This week we have a houseguest, a young American we met a few months ago while traveling in a remote region of Western Australia called Monkey Mia, which, despite its name, is home to dolphins not monkeys. Also, Mia is pronounced Maya.
Anna, pronounced Anna, is an actress and a waitress and a searcher. Her visit is perfectly timed. She has a Millennial ease about her that makes me feel like America is going to be all right because her generation believes in compassion and fewer weapons and equal rights, and it’s all a matter of time. She brought us clay face masks and sparklers.
“When will we see you again?” my husband asked Anna last night before we went to sleep after sharing a bottle of Shiraz and talking about Bernie Sanders and Gilmore Girls. He was missing her while she was still here, one of Dave’s hallmarks. I knew how he felt.
In the spring of 1996, Dave and I stayed in the London home of a couple we had met at a house party in Boston, six months earlier. This couple spent the party cuddling on a couch radiating romance and mystery, and we spent the evening trying to be more like them. Galina was Ukrainian and her purple bra strap peeked out from her loose fitting sweater. Christophe was French and wore leather and smelled of cigarettes. They unsuctioned long enough to tell us that they had just completed a cross-country drive on motorcycle. Of course they rode motorcycles. These were not the kind of people who were going to waste time in the safety and banality of cars. I was transfixed, and when they offered their home as a layover on our way to Ireland later that year, I promised we would come. Few of us were internetting back then, so for months, I kept Galina’s phone number on a slip of paper in my underwear drawer.
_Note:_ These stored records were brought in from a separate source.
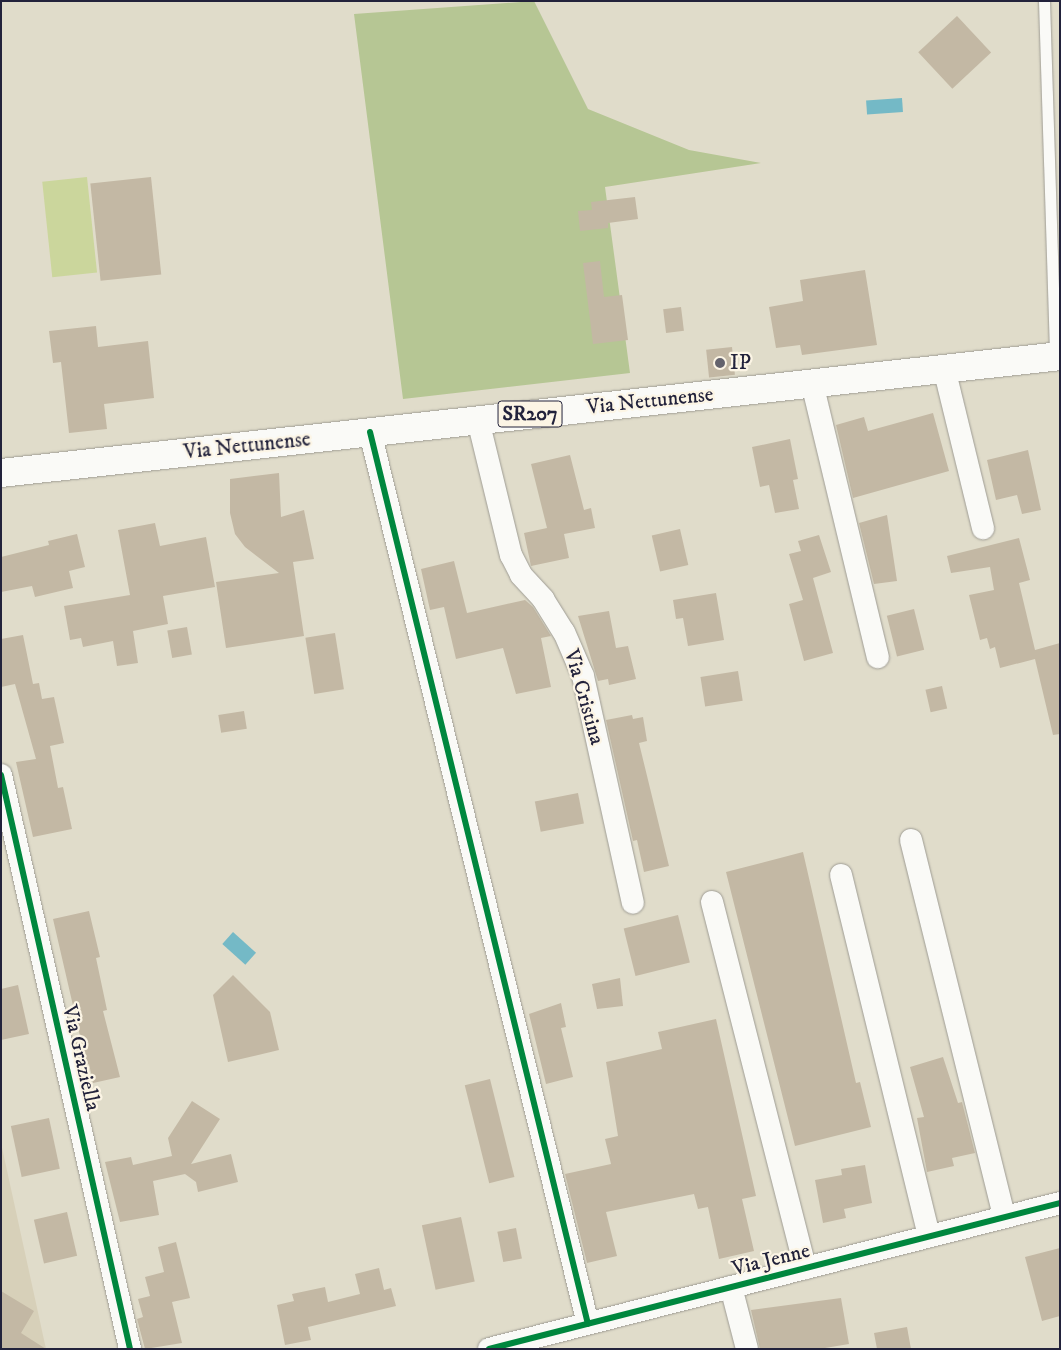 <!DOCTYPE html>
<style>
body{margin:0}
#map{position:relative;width:1061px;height:1350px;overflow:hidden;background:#e0dcca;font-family:"IM FELL DW Pica",serif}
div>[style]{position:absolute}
.built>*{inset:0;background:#d7d0b9}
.green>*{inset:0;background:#cbd69c;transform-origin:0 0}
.forest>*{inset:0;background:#b6c694}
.water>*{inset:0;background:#74b9c6;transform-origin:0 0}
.building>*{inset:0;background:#c3b8a4;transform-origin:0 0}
.roads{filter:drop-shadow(0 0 1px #9e9c94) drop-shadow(0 0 1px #9e9c94)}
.service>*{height:11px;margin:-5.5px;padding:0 5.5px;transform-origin:5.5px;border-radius:5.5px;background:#fafaf7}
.minor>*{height:22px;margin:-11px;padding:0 11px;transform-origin:11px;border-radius:11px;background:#fafaf7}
.primary>*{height:28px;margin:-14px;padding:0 14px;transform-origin:14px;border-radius:14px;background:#fafaf7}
.cycleway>*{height:6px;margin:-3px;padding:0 3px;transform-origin:3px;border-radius:3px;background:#00873e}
.dots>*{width:14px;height:14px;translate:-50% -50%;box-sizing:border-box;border:2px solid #fcf5e5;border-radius:50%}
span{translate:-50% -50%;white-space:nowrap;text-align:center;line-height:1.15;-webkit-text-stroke:4.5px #fcf5e5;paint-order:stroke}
.shield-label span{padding:1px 4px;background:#fcf5e5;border:1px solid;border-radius:4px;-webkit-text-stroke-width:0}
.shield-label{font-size:20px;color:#22223b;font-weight:700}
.poi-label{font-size:21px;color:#22223b}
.left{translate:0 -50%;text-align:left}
.street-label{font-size:21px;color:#22223b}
.frame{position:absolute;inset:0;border:2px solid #22223b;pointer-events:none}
</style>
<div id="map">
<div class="built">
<i style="clip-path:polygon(1px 1143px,46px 1349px,1px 1349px)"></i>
</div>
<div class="green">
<i style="left:87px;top:177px;width:96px;height:45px;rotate:84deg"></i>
</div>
<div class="forest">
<i style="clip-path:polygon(534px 1px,588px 109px,689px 150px,761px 163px,605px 187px,630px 373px,403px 399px,354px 14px)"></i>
</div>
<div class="water">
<i style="left:902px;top:98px;width:14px;height:36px;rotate:86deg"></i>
<i style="left:233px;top:932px;width:31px;height:16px;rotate:42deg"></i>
</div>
<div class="building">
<i style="left:957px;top:16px;width:50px;height:53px;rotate:47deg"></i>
<i style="left:151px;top:177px;width:98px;height:61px;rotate:84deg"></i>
<i style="clip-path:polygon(635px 197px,638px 219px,608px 223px,608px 228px,580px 231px,578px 211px,592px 210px,591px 202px)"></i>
<i style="clip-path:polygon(600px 261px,604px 297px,622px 295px,628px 340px,593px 344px,583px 263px)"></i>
<i style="clip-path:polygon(865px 270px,877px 345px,802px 355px,800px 345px,776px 348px,769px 307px,803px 301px,800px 280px)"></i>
<i style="left:681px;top:307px;width:24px;height:18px;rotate:83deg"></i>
<i style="clip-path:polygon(96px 326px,98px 347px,148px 341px,154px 398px,104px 404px,107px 429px,69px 433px,61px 362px,53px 363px,49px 331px)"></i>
<i style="left:732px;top:347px;width:28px;height:26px;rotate:84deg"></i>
<i style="clip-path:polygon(933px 413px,949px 471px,853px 498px,836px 425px,864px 417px,868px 431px)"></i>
<i style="clip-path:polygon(790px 439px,798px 479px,793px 480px,799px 509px,775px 513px,769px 485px,760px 487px,752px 447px)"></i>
<i style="clip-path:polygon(1028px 450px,1041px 510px,1022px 514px,1017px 495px,996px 500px,987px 460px)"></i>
<i style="clip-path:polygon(570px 455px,584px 510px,591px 508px,595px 528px,564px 534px,569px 558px,531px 566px,524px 533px,547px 528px,531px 464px)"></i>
<i style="clip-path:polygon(279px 473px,281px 517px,304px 510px,314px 559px,293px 562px,304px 636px,226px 648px,216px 582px,279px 573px,245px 547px,235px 534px,230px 513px,230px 479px)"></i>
<i style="clip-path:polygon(887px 515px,897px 581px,874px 584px,859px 523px)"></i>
<i style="clip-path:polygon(155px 523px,160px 546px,206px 537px,215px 587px,163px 596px,168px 624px,133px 631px,138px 663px,117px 666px,113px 641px,83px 647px,81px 638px,70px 640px,64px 606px,130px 595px,118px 530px)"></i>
<i style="left:680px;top:529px;width:37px;height:29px;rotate:77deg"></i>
<i style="clip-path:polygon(77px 534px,85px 567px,69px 571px,73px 588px,35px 597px,32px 586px,1px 592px,1px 557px,49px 545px,48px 541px)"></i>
<i style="clip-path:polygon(819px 535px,831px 572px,813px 578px,833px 653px,804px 661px,789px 604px,803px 600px,789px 554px,801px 551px,798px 541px)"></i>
<i style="clip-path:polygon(1019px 538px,1030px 580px,1019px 583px,1035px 650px,1060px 643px,1060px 734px,1053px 735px,1035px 659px,1000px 668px,995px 647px,990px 649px,987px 638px,980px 640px,969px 595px,994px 590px,990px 567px,951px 573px,947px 556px)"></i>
<i style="clip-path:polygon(454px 561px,467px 613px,525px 600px,533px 607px,551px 636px,541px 638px,551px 687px,516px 694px,503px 648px,456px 659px,444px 607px,430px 610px,421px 569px)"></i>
<i style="clip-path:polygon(716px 593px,724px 640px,688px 646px,683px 618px,676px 619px,673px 600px)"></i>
<i style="left:914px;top:609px;width:42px;height:28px;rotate:76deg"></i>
<i style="clip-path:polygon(609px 611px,616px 648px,628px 646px,636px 679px,609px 685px,608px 679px,598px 681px,578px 616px)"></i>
<i style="left:187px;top:627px;width:28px;height:20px;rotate:80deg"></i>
<i style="left:335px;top:633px;width:57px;height:30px;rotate:81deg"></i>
<i style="clip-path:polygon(23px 635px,33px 684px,39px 683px,42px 699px,54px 697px,64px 743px,50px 746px,58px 788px,63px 787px,72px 829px,33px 837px,16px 762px,36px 759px,15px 684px,1px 687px,1px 639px)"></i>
<i style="left:738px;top:671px;width:30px;height:38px;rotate:81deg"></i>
<i style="left:942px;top:686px;width:23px;height:17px;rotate:77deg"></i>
<i style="left:244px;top:711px;width:18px;height:26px;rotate:81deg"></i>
<i style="clip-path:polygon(632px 715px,633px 719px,643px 717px,647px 741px,639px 743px,669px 866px,644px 872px,637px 840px,633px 841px,606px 720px)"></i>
<i style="left:578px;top:793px;width:31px;height:44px;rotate:79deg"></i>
<i style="clip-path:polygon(803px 852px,856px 1083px,860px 1082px,871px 1127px,795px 1146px,726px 872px)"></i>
<i style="clip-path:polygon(89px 911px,100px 957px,96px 958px,107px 1010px,103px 1011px,120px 1077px,93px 1083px,89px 1064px,84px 1066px,82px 1058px,78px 1059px,74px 1038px,80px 1036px,53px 919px)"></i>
<i style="left:678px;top:915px;width:49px;height:56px;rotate:76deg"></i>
<i style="clip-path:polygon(233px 975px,270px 1012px,279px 1050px,228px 1062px,213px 995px)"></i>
<i style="clip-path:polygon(620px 978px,623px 1006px,597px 1009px,592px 984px)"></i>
<i style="clip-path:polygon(18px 985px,29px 1034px,1px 1040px,1px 989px)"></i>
<i style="clip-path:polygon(561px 1003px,566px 1027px,561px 1028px,573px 1077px,546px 1084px,529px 1014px)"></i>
<i style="clip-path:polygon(716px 1019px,756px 1196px,742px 1199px,754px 1251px,719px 1259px,708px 1207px,698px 1209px,694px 1194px,606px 1212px,617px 1256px,587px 1263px,565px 1174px,611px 1164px,605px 1139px,618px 1136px,606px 1062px,662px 1049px,658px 1032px)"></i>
<i style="clip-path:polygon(943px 1057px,958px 1103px,962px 1102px,975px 1153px,952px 1158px,954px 1166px,927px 1172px,917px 1118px,924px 1117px,910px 1067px)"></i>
<i style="left:490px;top:1079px;width:101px;height:26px;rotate:76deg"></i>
<i style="clip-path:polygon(192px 1101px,220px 1119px,191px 1164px,231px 1154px,238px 1182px,198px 1192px,196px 1182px,185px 1174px,153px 1181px,159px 1215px,120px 1222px,105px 1162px,131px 1157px,133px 1165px,172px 1156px,168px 1138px)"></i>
<i style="left:49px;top:1118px;width:52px;height:39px;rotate:78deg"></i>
<i style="clip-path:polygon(865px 1165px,872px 1203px,844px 1209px,846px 1218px,823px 1223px,815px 1180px,842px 1175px,841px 1169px)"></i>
<i style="left:67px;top:1212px;width:45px;height:34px;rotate:77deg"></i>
<i style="left:461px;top:1217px;width:66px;height:40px;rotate:78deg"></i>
<i style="left:516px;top:1228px;width:31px;height:19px;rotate:79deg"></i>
<i style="clip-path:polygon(176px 1242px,190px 1298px,172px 1302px,182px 1343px,145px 1349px,137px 1319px,143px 1317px,138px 1299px,150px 1296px,145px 1277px,164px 1272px,158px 1247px)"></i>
<i style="clip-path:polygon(1060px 1248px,1060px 1316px,1042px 1321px,1025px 1257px)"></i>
<i style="clip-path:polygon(379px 1268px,384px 1290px,391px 1288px,396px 1306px,308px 1327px,311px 1340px,285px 1345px,277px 1305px,294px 1301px,292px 1294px,325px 1287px,328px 1302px,360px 1294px,355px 1274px)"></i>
<i style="clip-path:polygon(1px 1291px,34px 1311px,21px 1333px,46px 1349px,1px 1349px)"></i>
<i style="clip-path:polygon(841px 1298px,849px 1344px,819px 1349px,760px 1349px,751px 1310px)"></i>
<i style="clip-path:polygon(907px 1327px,911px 1349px,877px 1349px,874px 1333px)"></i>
</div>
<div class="roads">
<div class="service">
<i style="left:1044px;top:1px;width:355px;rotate:88.2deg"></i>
</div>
<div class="minor">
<i style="left:944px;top:368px;width:165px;rotate:76.3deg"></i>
<i style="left:812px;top:383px;width:282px;rotate:76.5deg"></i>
<i style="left:478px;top:420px;width:139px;rotate:76.3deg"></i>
<i style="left:511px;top:555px;width:22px;rotate:63deg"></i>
<i style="left:521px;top:575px;width:33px;rotate:47deg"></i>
<i style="left:543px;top:599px;width:39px;rotate:58deg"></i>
<i style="left:564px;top:632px;width:48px;rotate:66.6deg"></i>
<i style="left:583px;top:676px;width:232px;rotate:77.6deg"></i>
<i style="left:370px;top:432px;width:918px;rotate:76.27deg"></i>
<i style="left:1px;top:775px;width:588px;rotate:77.33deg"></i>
<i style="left:911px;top:840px;width:388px;rotate:76.1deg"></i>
<i style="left:841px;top:875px;width:372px;rotate:76.3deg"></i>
<i style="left:712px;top:902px;width:378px;rotate:75.7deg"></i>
<i style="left:731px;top:1287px;width:64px;rotate:75.5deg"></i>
<i style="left:489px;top:1349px;width:589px;rotate:-14.34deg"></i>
</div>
<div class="primary">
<i style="left:1px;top:473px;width:1065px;rotate:-6.3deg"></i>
</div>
</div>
<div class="cycleway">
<i style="left:370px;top:432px;width:918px;rotate:76.27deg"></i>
<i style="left:1px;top:775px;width:588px;rotate:77.33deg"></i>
<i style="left:489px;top:1349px;width:589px;rotate:-14.34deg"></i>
</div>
<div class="dots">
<i style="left:720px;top:363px;background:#64636d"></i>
</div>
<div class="shield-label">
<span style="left:530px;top:414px">SR207</span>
</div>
<div class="poi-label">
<span class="left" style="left:730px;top:363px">IP</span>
</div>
<div class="street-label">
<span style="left:650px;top:401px;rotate:-6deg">Via Nettunense</span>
<span style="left:247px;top:446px;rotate:-6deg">Via Nettunense</span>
<span style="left:584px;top:697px;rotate:74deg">Via Cristina</span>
<span style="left:81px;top:1058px;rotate:77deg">Via Graziella</span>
<span style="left:771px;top:1260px;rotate:-14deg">Via Jenne</span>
</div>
<div class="frame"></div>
</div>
Looking back now, they probably thought we were adorable. We were both twenty-two and newly in love. Dave had graduated from college and was very skinny then in his gray turtleneck sweater and jean jacket. I had dropped out of college and used my Legal Seafood waitressing money to buy my first pair of Doc Martens. We had only recently upgraded our multi-year friendship to what Australians would describe as full on. The trip to Ireland had been Dave’s idea. He had never traveled outside the U.S. and wanted to see his maternal family’s homeland. His mother would suddenly pass away soon after our return and of course we didn’t know that then, so that trip holds particular significance for both of us.
Galina and Christophe were in their mid-thirties and their art-filled Hampstead apartment had a red crushed velvet couch and a vintage record player. Galina allowed her husband to smoke inside but only next to an open window. With Christophe perched on the windowsill and his wife reclined on the sofa sipping an aperitif, we spoke of philosophy and travel. Dave and I occasionally exchanged looks conveying we are most certainly in the company of grown-ups.
We never saw Galina and Christophe again, but I thought of them last night as I said goodnight to our houseguest and crawled into bed. I thought about all the different kinds of relationships we have with all kinds of people, and how we’re all floating through space, occasionally bumping into each other. Some people are like satellites to us, and others are shooting stars.